# Concise Implementation of Recurrent Neural Networks
:label:`sec_rnn-concise`

Like most of our from-scratch implementations,
:numref:`sec_rnn-scratch` was designed 
to provide insight into how each component works.
But when you're using RNNs every day 
or writing production code,
you'll want to rely more on libraries
that cut down on both implementation time 
(by supplying library code for common models and functions)
and computation time 
(by optimizing the heck out of these library implementations).
This section will show you how to implement 
the same language model more efficiently
using the high-level API provided 
by your deep learning framework.
We begin, as before, by loading 
*The Time Machine* dataset.


In [1]:
from flax import linen as nn
from jax import numpy as jnp
from d2l import jax as d2l

No GPU/TPU found, falling back to CPU. (Set TF_CPP_MIN_LOG_LEVEL=0 and rerun for more info.)


## [**Defining the Model**]

We define the following class
using the RNN implemented
by high-level APIs.


Flax doesn't provide an RNNCell for concise implementation of Vanilla RNNs
as of today.

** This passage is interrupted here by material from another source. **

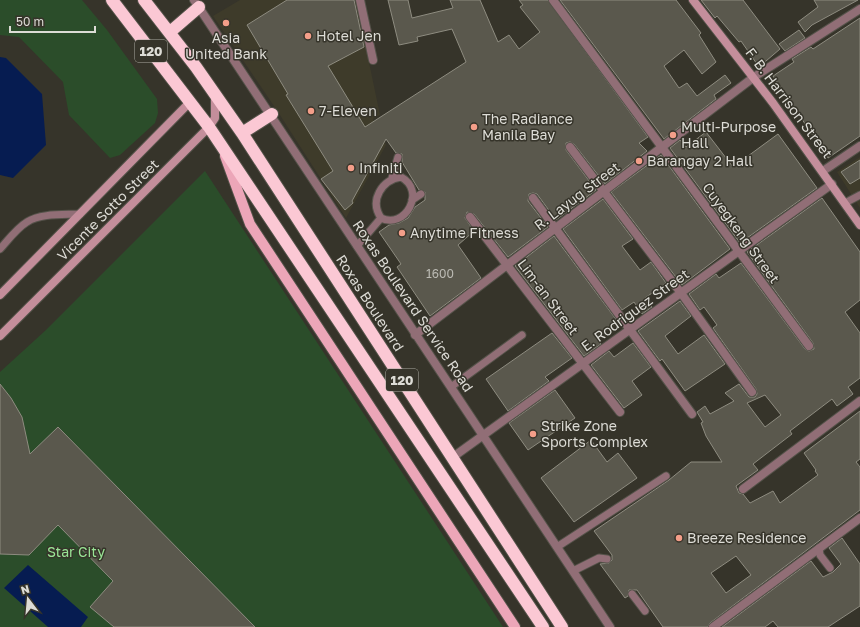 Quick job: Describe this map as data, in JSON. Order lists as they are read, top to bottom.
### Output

There are more advanced variants of RNNs like LSTMs and GRUs
which are available in the Flax `linen` API.


In [2]:
class RNN(nn.Module):  #@save
    num_hiddens: int

    @nn.compact
    def __call__(self, inputs, H=None):
        raise NotImplementedError

Inheriting from the `RNNLMScratch` class in :numref:`sec_rnn-scratch`, 
the following `RNNLM` class defines a complete RNN-based language model.
Note that we need to create a separate fully connected output layer.


In [3]:
class RNNLM(d2l.RNNLMScratch):  #@save
    training: bool = True

    def setup(self):
        self.linear = nn.Dense(self.vocab_size)

    def output_layer(self, hiddens):
        return self.linear(hiddens).swapaxes(0, 1)

    def forward(self, X, state=None):
        embs = self.one_hot(X)
        rnn_outputs, _ = self.rnn(embs, state, self.training)
        return self.output_layer(rnn_outputs)

## Training and Predicting

Before training the model, let's [**make a prediction 
with a model initialized with random weights.**]
Given that we have not trained the network, 
it will generate nonsensical predictions.


Next, we [**train our model, leveraging the high-level API**].


Compared with :numref:`sec_rnn-scratch`,
this model achieves comparable perplexity,
but runs faster due to the optimized implementations.
As before, we can generate predicted tokens 
following the specified prefix string.


## Summary

High-level APIs in deep learning frameworks provide implementations of standard RNNs.
These libraries help you to avoid wasting time reimplementing standard models.
Moreover,
framework implementations are often highly optimized, 
  leading to significant (computational) performance gains 
  as compared to implementations from scratch.

## Exercises

1. Can you make the RNN model overfit using the high-level APIs?
1. Implement the autoregressive model of :numref:`sec_sequence` using an RNN.